YOUR ASSIGNMENT - An exact copy of all entries is required.

Dataset items
*** Block opens ***

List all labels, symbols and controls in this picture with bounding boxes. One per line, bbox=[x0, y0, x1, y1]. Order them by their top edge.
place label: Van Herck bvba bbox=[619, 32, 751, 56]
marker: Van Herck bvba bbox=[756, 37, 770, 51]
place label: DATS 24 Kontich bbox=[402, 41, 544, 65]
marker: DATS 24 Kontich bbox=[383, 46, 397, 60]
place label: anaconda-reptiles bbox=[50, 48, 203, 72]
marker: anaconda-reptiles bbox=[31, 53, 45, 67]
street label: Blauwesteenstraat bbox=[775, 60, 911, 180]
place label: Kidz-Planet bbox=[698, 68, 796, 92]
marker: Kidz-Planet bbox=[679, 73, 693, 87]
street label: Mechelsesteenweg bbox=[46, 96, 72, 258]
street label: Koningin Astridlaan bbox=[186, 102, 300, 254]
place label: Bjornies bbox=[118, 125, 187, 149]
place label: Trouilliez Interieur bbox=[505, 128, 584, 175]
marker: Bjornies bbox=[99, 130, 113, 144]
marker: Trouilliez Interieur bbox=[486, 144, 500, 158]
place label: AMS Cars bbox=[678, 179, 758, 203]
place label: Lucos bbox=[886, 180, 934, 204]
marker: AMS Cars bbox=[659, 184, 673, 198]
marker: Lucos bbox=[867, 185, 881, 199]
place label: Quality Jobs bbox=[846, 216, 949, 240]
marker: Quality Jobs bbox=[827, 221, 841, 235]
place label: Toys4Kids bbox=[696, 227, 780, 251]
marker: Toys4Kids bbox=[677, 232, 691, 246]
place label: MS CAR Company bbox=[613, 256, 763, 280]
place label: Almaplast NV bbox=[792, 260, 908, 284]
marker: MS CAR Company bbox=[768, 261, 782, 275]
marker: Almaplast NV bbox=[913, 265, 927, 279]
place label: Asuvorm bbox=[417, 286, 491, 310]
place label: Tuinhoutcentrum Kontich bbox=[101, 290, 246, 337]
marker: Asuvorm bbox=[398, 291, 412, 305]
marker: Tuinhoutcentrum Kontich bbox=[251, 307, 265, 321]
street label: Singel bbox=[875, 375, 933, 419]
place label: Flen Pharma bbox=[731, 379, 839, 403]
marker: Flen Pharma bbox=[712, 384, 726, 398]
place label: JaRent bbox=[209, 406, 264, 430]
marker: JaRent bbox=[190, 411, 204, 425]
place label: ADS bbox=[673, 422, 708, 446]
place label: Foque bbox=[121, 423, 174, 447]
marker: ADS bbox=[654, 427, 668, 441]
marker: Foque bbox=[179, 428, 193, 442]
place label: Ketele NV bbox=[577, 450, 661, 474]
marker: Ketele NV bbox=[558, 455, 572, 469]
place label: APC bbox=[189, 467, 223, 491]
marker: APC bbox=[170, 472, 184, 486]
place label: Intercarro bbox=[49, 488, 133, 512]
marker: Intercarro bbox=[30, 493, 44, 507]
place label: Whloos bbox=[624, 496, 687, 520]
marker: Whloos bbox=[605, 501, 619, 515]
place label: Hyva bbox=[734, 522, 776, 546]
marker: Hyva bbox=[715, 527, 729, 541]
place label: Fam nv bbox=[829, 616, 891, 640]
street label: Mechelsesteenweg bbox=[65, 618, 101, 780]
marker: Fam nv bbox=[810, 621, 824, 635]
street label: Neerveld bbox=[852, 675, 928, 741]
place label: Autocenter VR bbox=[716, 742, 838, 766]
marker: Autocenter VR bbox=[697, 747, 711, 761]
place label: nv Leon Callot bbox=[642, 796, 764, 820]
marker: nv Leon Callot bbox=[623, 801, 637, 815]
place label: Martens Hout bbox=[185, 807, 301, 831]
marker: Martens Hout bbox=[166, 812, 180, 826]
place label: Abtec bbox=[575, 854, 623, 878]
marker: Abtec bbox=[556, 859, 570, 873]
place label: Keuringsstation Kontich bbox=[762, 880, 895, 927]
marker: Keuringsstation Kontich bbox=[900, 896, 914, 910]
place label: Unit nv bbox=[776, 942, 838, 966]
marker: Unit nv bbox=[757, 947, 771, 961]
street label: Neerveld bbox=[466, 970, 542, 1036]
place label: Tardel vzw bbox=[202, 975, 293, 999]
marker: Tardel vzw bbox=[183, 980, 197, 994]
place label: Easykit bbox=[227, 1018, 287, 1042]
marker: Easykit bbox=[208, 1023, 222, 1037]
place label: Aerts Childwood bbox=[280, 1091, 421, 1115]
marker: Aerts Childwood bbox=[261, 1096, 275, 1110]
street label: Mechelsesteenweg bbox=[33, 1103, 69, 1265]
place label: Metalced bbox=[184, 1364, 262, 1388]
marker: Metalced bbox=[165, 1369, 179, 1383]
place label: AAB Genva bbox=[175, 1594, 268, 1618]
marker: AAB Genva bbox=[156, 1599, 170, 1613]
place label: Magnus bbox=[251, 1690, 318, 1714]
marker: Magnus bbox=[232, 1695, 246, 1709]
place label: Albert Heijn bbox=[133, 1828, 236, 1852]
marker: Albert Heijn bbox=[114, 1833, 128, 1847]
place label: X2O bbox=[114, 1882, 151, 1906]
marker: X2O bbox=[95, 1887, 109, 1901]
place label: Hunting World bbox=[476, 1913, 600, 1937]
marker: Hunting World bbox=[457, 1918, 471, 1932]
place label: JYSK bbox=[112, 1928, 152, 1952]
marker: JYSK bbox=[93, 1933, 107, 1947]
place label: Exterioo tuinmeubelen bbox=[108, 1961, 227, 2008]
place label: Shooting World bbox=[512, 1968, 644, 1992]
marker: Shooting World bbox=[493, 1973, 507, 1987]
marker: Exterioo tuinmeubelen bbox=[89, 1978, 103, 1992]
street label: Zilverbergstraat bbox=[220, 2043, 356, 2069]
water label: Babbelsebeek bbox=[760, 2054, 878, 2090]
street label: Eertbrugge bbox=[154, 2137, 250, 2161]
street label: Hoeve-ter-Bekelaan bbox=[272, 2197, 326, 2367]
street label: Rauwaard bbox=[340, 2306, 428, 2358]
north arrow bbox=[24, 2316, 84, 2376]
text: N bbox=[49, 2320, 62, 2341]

*** Block closes ***

OUTPUT OF THE TASK -
List all labels, symbols and controls in this picture with bounding boxes. One per line, bbox=[x0, y0, x1, y1]. Order them by their top edge.
place label: Van Herck bvba bbox=[619, 32, 751, 56]
marker: Van Herck bvba bbox=[756, 37, 770, 51]
place label: DATS 24 Kontich bbox=[402, 41, 544, 65]
marker: DATS 24 Kontich bbox=[383, 46, 397, 60]
place label: anaconda-reptiles bbox=[50, 48, 203, 72]
marker: anaconda-reptiles bbox=[31, 53, 45, 67]
street label: Blauwesteenstraat bbox=[775, 60, 911, 180]
place label: Kidz-Planet bbox=[698, 68, 796, 92]
marker: Kidz-Planet bbox=[679, 73, 693, 87]
street label: Mechelsesteenweg bbox=[46, 96, 72, 258]
street label: Koningin Astridlaan bbox=[186, 102, 300, 254]
place label: Bjornies bbox=[118, 125, 187, 149]
place label: Trouilliez Interieur bbox=[505, 128, 584, 175]
marker: Bjornies bbox=[99, 130, 113, 144]
marker: Trouilliez Interieur bbox=[486, 144, 500, 158]
place label: AMS Cars bbox=[678, 179, 758, 203]
place label: Lucos bbox=[886, 180, 934, 204]
marker: AMS Cars bbox=[659, 184, 673, 198]
marker: Lucos bbox=[867, 185, 881, 199]
place label: Quality Jobs bbox=[846, 216, 949, 240]
marker: Quality Jobs bbox=[827, 221, 841, 235]
place label: Toys4Kids bbox=[696, 227, 780, 251]
marker: Toys4Kids bbox=[677, 232, 691, 246]
place label: MS CAR Company bbox=[613, 256, 763, 280]
place label: Almaplast NV bbox=[792, 260, 908, 284]
marker: MS CAR Company bbox=[768, 261, 782, 275]
marker: Almaplast NV bbox=[913, 265, 927, 279]
place label: Asuvorm bbox=[417, 286, 491, 310]
place label: Tuinhoutcentrum Kontich bbox=[101, 290, 246, 337]
marker: Asuvorm bbox=[398, 291, 412, 305]
marker: Tuinhoutcentrum Kontich bbox=[251, 307, 265, 321]
street label: Singel bbox=[875, 375, 933, 419]
place label: Flen Pharma bbox=[731, 379, 839, 403]
marker: Flen Pharma bbox=[712, 384, 726, 398]
place label: JaRent bbox=[209, 406, 264, 430]
marker: JaRent bbox=[190, 411, 204, 425]
place label: ADS bbox=[673, 422, 708, 446]
place label: Foque bbox=[121, 423, 174, 447]
marker: ADS bbox=[654, 427, 668, 441]
marker: Foque bbox=[179, 428, 193, 442]
place label: Ketele NV bbox=[577, 450, 661, 474]
marker: Ketele NV bbox=[558, 455, 572, 469]
place label: APC bbox=[189, 467, 223, 491]
marker: APC bbox=[170, 472, 184, 486]
place label: Intercarro bbox=[49, 488, 133, 512]
marker: Intercarro bbox=[30, 493, 44, 507]
place label: Whloos bbox=[624, 496, 687, 520]
marker: Whloos bbox=[605, 501, 619, 515]
place label: Hyva bbox=[734, 522, 776, 546]
marker: Hyva bbox=[715, 527, 729, 541]
place label: Fam nv bbox=[829, 616, 891, 640]
street label: Mechelsesteenweg bbox=[65, 618, 101, 780]
marker: Fam nv bbox=[810, 621, 824, 635]
street label: Neerveld bbox=[852, 675, 928, 741]
place label: Autocenter VR bbox=[716, 742, 838, 766]
marker: Autocenter VR bbox=[697, 747, 711, 761]
place label: nv Leon Callot bbox=[642, 796, 764, 820]
marker: nv Leon Callot bbox=[623, 801, 637, 815]
place label: Martens Hout bbox=[185, 807, 301, 831]
marker: Martens Hout bbox=[166, 812, 180, 826]
place label: Abtec bbox=[575, 854, 623, 878]
marker: Abtec bbox=[556, 859, 570, 873]
place label: Keuringsstation Kontich bbox=[762, 880, 895, 927]
marker: Keuringsstation Kontich bbox=[900, 896, 914, 910]
place label: Unit nv bbox=[776, 942, 838, 966]
marker: Unit nv bbox=[757, 947, 771, 961]
street label: Neerveld bbox=[466, 970, 542, 1036]
place label: Tardel vzw bbox=[202, 975, 293, 999]
marker: Tardel vzw bbox=[183, 980, 197, 994]
place label: Easykit bbox=[227, 1018, 287, 1042]
marker: Easykit bbox=[208, 1023, 222, 1037]
place label: Aerts Childwood bbox=[280, 1091, 421, 1115]
marker: Aerts Childwood bbox=[261, 1096, 275, 1110]
street label: Mechelsesteenweg bbox=[33, 1103, 69, 1265]
place label: Metalced bbox=[184, 1364, 262, 1388]
marker: Metalced bbox=[165, 1369, 179, 1383]
place label: AAB Genva bbox=[175, 1594, 268, 1618]
marker: AAB Genva bbox=[156, 1599, 170, 1613]
place label: Magnus bbox=[251, 1690, 318, 1714]
marker: Magnus bbox=[232, 1695, 246, 1709]
place label: Albert Heijn bbox=[133, 1828, 236, 1852]
marker: Albert Heijn bbox=[114, 1833, 128, 1847]
place label: X2O bbox=[114, 1882, 151, 1906]
marker: X2O bbox=[95, 1887, 109, 1901]
place label: Hunting World bbox=[476, 1913, 600, 1937]
marker: Hunting World bbox=[457, 1918, 471, 1932]
place label: JYSK bbox=[112, 1928, 152, 1952]
marker: JYSK bbox=[93, 1933, 107, 1947]
place label: Exterioo tuinmeubelen bbox=[108, 1961, 227, 2008]
place label: Shooting World bbox=[512, 1968, 644, 1992]
marker: Shooting World bbox=[493, 1973, 507, 1987]
marker: Exterioo tuinmeubelen bbox=[89, 1978, 103, 1992]
street label: Zilverbergstraat bbox=[220, 2043, 356, 2069]
water label: Babbelsebeek bbox=[760, 2054, 878, 2090]
street label: Eertbrugge bbox=[154, 2137, 250, 2161]
street label: Hoeve-ter-Bekelaan bbox=[272, 2197, 326, 2367]
street label: Rauwaard bbox=[340, 2306, 428, 2358]
north arrow bbox=[24, 2316, 84, 2376]
text: N bbox=[49, 2320, 62, 2341]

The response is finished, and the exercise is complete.